Individual changes in θ p were not related to changes in MVT, which was consistent with earlier findings (Erskine et al. 2010b, 2014). Whilst increases in θ p permit more contractile material to be attached to the aponeurosis and thus are assumed to contribute to strength gains it has so far not been possible to detect a relationship between θ p changes and individual strength gains. The inability to capture the relationship of θ p adaptations and strength changes on an individual basis may be due to the limited assessment of complex muscle architecture via 2D ultrasonography and the use of 3D imaging techniques, such as diffusion tensor MRI (Damon et al. 2012), seems warranted to further investigate the role of θ p adaptations in relation to strength changes.
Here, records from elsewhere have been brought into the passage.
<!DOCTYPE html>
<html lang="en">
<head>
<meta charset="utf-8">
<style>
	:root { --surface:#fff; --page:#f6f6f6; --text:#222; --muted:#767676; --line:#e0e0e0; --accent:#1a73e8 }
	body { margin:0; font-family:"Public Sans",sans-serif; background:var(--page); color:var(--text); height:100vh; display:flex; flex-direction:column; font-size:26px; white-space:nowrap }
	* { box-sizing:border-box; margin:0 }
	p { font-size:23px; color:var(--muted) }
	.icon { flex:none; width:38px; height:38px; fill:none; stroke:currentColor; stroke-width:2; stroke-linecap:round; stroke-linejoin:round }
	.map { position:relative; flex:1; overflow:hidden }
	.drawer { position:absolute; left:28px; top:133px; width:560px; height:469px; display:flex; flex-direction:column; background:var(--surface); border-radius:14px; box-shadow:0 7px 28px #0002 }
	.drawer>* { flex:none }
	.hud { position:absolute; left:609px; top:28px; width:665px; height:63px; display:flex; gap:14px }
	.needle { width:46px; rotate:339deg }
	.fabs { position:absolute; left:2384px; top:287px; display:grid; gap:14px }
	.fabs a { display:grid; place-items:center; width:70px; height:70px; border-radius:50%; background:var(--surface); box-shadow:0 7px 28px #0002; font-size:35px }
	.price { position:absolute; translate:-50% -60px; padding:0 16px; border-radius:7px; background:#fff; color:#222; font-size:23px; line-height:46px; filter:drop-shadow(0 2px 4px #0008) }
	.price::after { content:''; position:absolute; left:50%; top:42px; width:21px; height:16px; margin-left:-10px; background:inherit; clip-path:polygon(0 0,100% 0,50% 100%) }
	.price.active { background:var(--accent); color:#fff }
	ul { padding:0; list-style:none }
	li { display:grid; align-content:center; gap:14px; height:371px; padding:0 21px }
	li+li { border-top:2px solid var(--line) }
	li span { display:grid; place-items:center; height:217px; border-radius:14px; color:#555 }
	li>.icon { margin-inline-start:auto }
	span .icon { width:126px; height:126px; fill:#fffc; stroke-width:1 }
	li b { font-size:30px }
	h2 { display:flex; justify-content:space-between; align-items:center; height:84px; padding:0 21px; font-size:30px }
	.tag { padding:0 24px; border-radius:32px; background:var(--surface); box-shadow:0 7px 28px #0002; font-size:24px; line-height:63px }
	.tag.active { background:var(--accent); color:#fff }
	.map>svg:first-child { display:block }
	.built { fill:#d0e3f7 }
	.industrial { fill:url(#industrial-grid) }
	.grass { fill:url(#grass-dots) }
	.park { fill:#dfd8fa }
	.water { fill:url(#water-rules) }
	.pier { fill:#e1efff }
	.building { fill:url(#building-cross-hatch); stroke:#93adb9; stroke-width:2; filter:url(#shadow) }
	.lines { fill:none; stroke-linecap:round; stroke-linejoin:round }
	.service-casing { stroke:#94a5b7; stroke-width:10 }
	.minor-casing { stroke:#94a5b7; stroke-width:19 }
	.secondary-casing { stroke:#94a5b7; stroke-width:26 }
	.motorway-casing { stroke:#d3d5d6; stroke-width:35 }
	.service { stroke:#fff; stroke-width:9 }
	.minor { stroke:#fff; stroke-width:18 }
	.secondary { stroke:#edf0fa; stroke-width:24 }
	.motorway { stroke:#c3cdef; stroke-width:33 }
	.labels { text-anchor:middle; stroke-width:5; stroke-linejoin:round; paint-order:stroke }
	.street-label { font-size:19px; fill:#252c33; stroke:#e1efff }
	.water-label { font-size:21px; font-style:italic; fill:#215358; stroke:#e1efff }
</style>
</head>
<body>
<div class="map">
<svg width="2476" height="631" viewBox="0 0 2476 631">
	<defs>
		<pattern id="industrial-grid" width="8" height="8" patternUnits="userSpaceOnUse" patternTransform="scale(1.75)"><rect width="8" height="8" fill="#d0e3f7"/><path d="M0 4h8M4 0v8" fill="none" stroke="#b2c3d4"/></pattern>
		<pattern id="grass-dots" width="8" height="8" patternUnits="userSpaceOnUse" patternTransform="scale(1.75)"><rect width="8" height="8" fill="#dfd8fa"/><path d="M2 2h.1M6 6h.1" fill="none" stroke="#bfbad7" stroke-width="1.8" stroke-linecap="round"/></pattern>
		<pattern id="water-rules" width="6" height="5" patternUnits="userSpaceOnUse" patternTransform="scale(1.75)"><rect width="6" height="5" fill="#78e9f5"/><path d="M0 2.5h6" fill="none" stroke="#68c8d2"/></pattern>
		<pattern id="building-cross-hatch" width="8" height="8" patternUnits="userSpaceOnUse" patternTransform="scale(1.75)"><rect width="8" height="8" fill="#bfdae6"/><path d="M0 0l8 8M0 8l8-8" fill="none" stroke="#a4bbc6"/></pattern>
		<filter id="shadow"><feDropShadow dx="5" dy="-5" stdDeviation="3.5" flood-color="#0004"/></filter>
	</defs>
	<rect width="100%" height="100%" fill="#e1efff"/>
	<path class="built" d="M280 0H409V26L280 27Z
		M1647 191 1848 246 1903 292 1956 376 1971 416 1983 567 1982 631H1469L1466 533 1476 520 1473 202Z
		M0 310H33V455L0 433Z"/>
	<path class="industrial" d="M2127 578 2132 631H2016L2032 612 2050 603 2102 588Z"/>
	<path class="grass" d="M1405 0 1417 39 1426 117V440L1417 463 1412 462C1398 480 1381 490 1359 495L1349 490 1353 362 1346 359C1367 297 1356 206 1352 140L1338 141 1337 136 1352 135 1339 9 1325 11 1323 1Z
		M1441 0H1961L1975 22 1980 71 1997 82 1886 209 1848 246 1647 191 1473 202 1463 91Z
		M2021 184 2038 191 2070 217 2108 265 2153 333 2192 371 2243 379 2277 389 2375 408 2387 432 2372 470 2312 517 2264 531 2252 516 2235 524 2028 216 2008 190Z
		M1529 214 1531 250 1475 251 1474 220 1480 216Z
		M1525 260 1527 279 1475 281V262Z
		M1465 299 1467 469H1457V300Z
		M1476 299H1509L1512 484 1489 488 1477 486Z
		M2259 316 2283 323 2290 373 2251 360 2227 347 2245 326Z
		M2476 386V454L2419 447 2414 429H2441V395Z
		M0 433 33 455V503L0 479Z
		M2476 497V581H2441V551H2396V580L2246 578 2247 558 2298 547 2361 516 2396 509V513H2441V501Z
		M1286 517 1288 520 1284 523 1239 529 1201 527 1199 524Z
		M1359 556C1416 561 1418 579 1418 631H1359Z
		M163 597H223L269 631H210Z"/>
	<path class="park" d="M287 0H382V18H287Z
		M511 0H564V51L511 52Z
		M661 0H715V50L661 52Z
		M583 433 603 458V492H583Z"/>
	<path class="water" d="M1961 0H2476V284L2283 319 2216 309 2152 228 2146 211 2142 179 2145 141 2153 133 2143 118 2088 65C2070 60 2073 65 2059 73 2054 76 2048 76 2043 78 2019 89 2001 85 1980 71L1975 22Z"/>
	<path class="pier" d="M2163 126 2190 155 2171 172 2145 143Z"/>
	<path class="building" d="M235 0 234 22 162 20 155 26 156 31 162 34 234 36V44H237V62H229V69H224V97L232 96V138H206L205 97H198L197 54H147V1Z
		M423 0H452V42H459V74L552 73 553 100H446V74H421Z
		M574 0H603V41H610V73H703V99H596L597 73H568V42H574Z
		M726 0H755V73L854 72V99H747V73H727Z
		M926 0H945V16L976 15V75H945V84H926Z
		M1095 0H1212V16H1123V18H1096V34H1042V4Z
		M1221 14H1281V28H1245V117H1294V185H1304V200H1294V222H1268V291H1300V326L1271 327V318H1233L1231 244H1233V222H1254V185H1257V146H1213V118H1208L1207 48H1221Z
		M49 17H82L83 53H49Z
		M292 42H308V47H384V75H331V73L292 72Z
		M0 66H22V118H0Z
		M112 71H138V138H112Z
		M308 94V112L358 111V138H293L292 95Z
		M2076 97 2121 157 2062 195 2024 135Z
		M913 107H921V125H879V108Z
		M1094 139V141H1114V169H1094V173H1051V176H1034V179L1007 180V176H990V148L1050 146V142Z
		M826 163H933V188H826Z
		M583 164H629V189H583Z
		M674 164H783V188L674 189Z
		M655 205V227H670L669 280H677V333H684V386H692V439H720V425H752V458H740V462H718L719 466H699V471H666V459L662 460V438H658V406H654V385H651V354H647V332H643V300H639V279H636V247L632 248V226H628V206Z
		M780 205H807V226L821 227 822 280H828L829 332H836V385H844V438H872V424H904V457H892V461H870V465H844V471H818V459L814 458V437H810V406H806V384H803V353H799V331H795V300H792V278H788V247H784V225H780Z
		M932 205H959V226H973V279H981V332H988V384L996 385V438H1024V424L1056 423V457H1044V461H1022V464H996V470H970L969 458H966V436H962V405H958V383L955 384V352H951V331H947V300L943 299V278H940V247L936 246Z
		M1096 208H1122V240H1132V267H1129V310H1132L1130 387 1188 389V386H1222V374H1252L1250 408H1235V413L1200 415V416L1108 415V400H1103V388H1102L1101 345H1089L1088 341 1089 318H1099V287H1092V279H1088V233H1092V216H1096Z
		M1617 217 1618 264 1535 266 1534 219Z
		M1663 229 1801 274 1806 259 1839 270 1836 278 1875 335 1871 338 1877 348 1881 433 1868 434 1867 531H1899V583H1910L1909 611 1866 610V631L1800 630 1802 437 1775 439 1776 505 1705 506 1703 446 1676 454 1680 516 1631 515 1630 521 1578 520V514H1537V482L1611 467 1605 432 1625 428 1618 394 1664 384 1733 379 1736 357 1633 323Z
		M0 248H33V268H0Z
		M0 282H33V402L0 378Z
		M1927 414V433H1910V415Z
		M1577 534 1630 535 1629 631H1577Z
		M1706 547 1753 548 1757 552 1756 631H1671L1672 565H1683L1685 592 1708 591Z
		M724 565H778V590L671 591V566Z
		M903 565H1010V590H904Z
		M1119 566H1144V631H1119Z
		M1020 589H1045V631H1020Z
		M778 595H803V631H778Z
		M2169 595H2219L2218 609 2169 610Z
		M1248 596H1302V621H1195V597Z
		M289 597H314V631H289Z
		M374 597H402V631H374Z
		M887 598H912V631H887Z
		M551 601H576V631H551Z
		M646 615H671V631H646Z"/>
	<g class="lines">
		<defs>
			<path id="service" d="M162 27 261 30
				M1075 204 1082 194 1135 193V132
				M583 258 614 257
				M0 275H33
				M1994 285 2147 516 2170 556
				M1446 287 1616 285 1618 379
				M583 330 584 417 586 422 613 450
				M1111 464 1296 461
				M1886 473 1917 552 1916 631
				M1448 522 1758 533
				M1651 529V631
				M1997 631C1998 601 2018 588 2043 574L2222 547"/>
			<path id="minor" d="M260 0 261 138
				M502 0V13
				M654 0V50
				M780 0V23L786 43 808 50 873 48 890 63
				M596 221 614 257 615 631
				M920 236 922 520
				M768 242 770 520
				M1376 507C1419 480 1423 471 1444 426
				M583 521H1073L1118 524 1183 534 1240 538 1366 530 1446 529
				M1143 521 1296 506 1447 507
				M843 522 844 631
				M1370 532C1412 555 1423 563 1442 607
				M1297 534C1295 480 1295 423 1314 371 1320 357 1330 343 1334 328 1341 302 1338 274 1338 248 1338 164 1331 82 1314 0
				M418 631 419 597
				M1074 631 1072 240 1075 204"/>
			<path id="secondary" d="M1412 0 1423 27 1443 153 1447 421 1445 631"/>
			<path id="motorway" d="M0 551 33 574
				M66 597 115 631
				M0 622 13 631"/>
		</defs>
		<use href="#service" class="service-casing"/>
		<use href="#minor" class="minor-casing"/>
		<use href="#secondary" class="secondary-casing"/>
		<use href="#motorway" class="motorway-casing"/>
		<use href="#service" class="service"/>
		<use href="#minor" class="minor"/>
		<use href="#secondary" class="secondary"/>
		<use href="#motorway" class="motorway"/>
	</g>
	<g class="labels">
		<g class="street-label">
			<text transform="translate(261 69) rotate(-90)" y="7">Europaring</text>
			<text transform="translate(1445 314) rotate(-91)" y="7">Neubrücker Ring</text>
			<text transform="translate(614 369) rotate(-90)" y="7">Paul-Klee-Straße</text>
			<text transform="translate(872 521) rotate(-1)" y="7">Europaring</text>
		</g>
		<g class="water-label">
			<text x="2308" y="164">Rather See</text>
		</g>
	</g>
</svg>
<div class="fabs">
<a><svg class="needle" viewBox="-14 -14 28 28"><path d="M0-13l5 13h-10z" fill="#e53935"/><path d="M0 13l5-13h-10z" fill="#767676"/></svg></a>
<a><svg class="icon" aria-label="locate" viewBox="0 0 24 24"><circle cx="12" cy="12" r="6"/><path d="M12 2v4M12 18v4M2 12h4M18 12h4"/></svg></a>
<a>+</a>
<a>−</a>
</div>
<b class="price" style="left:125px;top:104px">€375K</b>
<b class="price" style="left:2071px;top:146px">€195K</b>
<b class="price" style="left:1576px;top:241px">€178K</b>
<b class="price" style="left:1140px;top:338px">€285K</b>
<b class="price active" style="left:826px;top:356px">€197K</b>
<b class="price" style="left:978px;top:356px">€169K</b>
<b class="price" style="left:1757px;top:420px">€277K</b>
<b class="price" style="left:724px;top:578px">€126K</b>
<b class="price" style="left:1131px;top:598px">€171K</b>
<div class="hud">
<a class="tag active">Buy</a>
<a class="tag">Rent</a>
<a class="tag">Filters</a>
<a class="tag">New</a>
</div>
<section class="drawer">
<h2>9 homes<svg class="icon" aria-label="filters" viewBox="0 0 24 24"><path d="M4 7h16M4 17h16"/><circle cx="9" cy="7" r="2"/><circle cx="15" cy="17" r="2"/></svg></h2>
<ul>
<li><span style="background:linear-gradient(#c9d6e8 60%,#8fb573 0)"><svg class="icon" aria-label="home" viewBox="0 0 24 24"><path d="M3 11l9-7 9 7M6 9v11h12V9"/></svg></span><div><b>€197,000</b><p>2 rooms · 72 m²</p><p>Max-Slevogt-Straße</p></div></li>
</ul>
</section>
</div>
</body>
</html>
Despite the current study explaining a large proportion of the total variance in MVT changes following 12 weeks of RT, 40% of the variance remained unexplained. This unexplained variance may be in part due to the additive measurement noise/error from two data collection time points combining to influence the change data in this type of longitudinal study design. In terms of the specific predictor, whilst antagonist co-activation and θ p were not found to contribute to the explained variance in strength changes in the current study, it is possible that with more sensitive measurement techniques they could account for some of the unexplained variance. Theoretically it is possible that other measures of muscle size, e.g. physiological cross-sectional area (PCSA), may be better indices of contractile force generating capacity and potentially explain a greater proportion of the changes in strength after RT. However, muscle volume was selected as our measure of muscle hypertrophy as pre-training QUADSVOL was found to demonstrate a stronger relationship with pre-training strength (n = 42: r = 0.794, P < 0.001) than quadriceps PCSA (n = 42: r = 0.608, P < 0.001) or quadriceps anatomical cross-sectional area (n = 42: r = 0.680, P < 0.001). In addition, other morphological changes that could also have contributed to the total explained variance in MVT change after RT were not included in the current study (e.g. muscle-fibre composition, contractile protein density). As mentioned previously it is also possible that agonist activation explained more than 30.6% of the total variance in strength gains that we have measured. For example, the current study assessed agonist activation in three of the superficial quadriceps, but not the VI and it is possible that the addition of this measure may have helped to explain more of the total variance in strength changes following RT. Finally, the current study pooled data from two different training interventions to provide a suitable sample size for correlation and regression analysis (n = 28). This additional variable (training type) might have been expected to confound the influence of the physiological predictors in the current study. Thus, it is possible that without this potential confounder that the current study might have been able to explain >60% of the variance in strength gains with a uniform RT intervention.

In conclusion, changes in agonist neural drive and muscle volume, as well as pre-training strength, explained 60% of the total variance in strength changes after RT, with agonist neural drive the most important single determinant. In contrast, antagonist co-activation and muscle fascicle pennation angle, were unrelated to strength gains possibly due to the limited sensitivity of these measurements to detect individual changes.